Bots a bogus concern
Musk’s professed concerns about the pervasiveness of Twitter’s bots are also bogus. He was on record as saying that he favored converting Twitter to a subscription model and eschewing advertising, so the number of Twitter bots is irrelevant. Moreover, Musk has a special appreciation for Twitter’s bots and their benefits.
According to David Kirsch, a business professor at the University of Maryland, automated Twitter accounts for years have tweeted messages about Tesla that reinforced its planet-saving, world-dominating messages. Kirsch told the Los Angeles Times there is enough “smoke” to warrant investigating whether there was a correlation between Tesla bot tweets and the company’s stock price. The Times didn’t make clear whether Krisch believes Tesla is directly responsible for the bots tweeting favorable company messages but presumably Musk is aware of the activity.
A corrosive impact
What’s undeniable is that Musk is having a corrosive impact on U.S. institutions that’s furthering American distrust. Musk declared in a 60 Minutes interview that he had “no respect” for the SEC. He’s routinely flouted U.S. securities rules, including how he amassed a 9.2 stake in Twitter.
The NHTSA has issued more than a dozen Tesla recalls, including two that violated federal safety standards. Michael Brooks, acting director of The Center for Auto Safety, accused Tesla of playing “a little fast and loose” with the safety of its features.
Musk in an earnings conference call a year ago last January said that he was “highly confident” a Tesla would “be able to drive itself with reliability in excess of human” by year-end. Chris “CJ” Moore, previously Tesla’s director of Autopilot, wrote in a leaked memo that Musk’s claim didn’t match “engineering reality.”

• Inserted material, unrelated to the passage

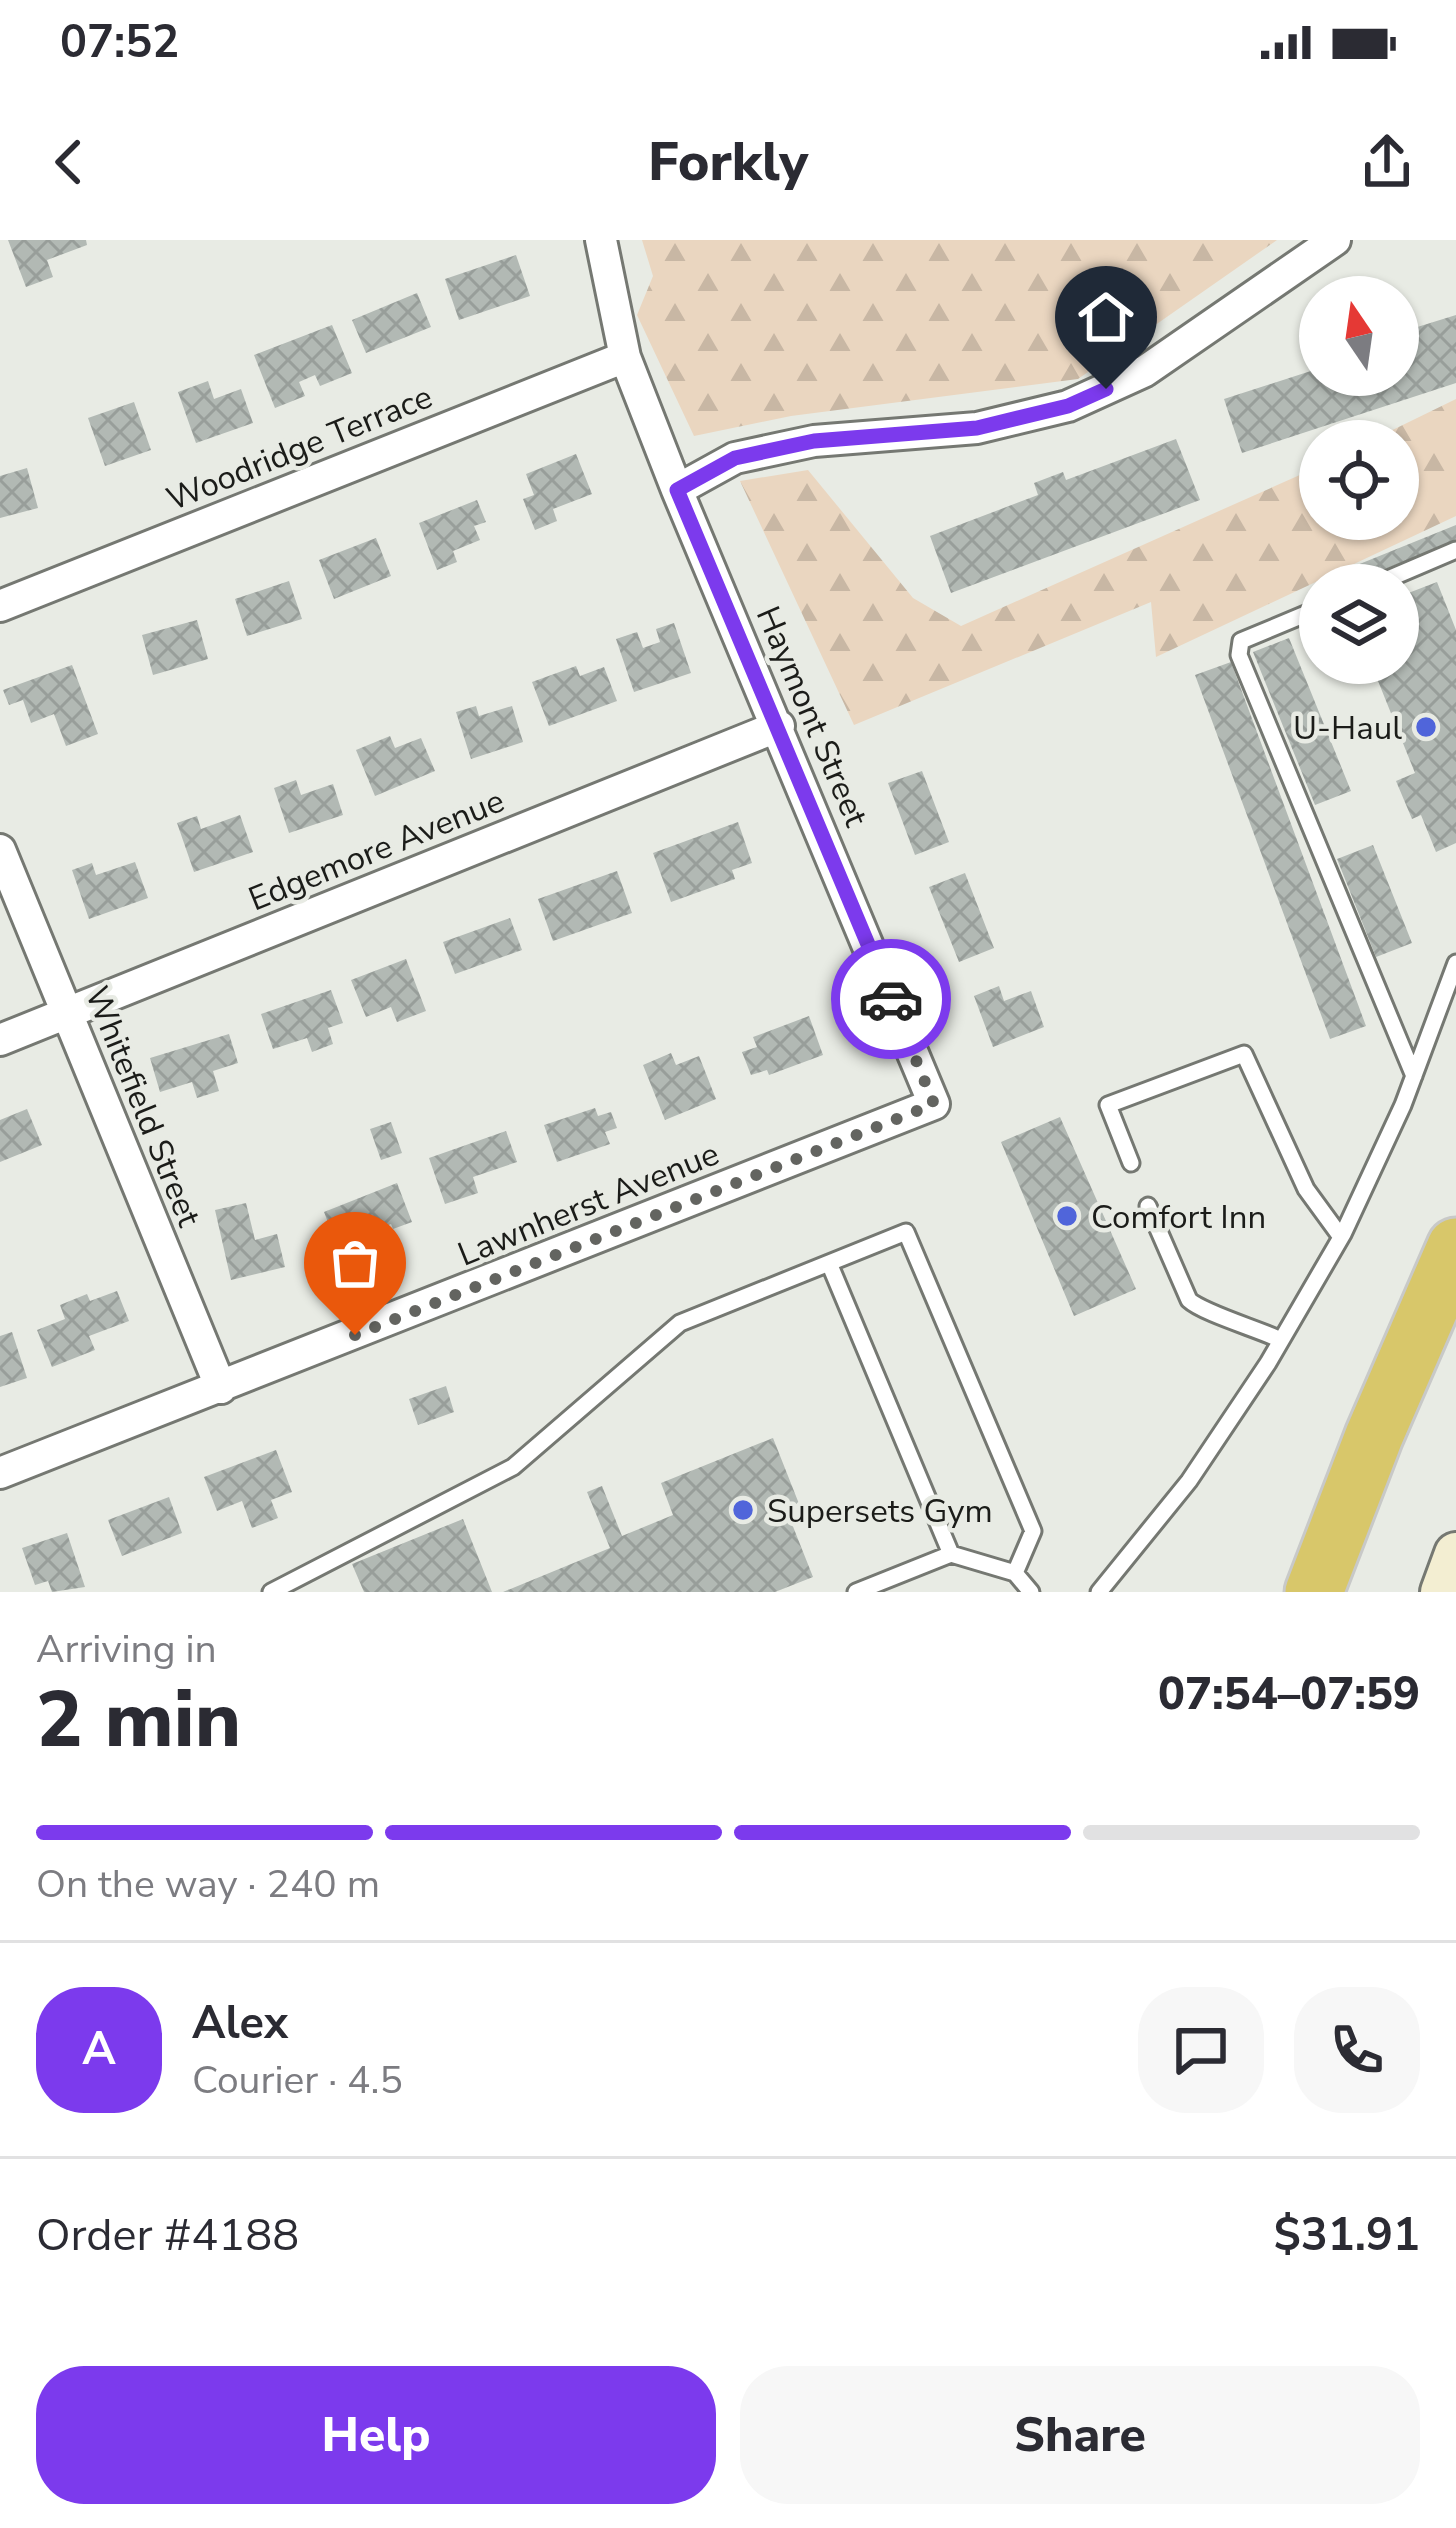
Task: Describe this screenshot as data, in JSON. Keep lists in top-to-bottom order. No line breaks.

Musk has publicly ridiculed President Biden, calling him a “damp sock puppet.” While most Americans share Musk’s dim view of Biden, the entrepreneur only knows how to disparage rather than offer solutions or alternatives. Peter Thiel, who was also part of the PayPal Mafia and whose intellect rivals Musk’s, is devoting considerable time and financial resources to get candidates committed to protecting U.S. interests elected in Ohio, Arizona, and elsewhere. Thiel has publicly expressed concerns about China’s world domination plans, and Google’s “treasonous” activities supporting the country’s military.
Americans’ growing distrust
America has entered a very dark place. According to a Gallup poll released last week, Americans have reached a record-low confidence in the country’s institutions with only 23% having confidence in the presidency, 7% having confidence in Congress, and 16% in newspapers, and 11% in television news.
Meanwhile, the heads of the FBI and the UK’s MI5 have warned China is readying to take over Taiwan and has demonstrated its willingness to risk global conflict though cyberattacks, industrial espionage, and electoral interference. Perhaps the biggest U.S. threat is that Americans have lost confidence in the institutions without which a Democracy can’t function.
Musk has fanned the flames of this distrust.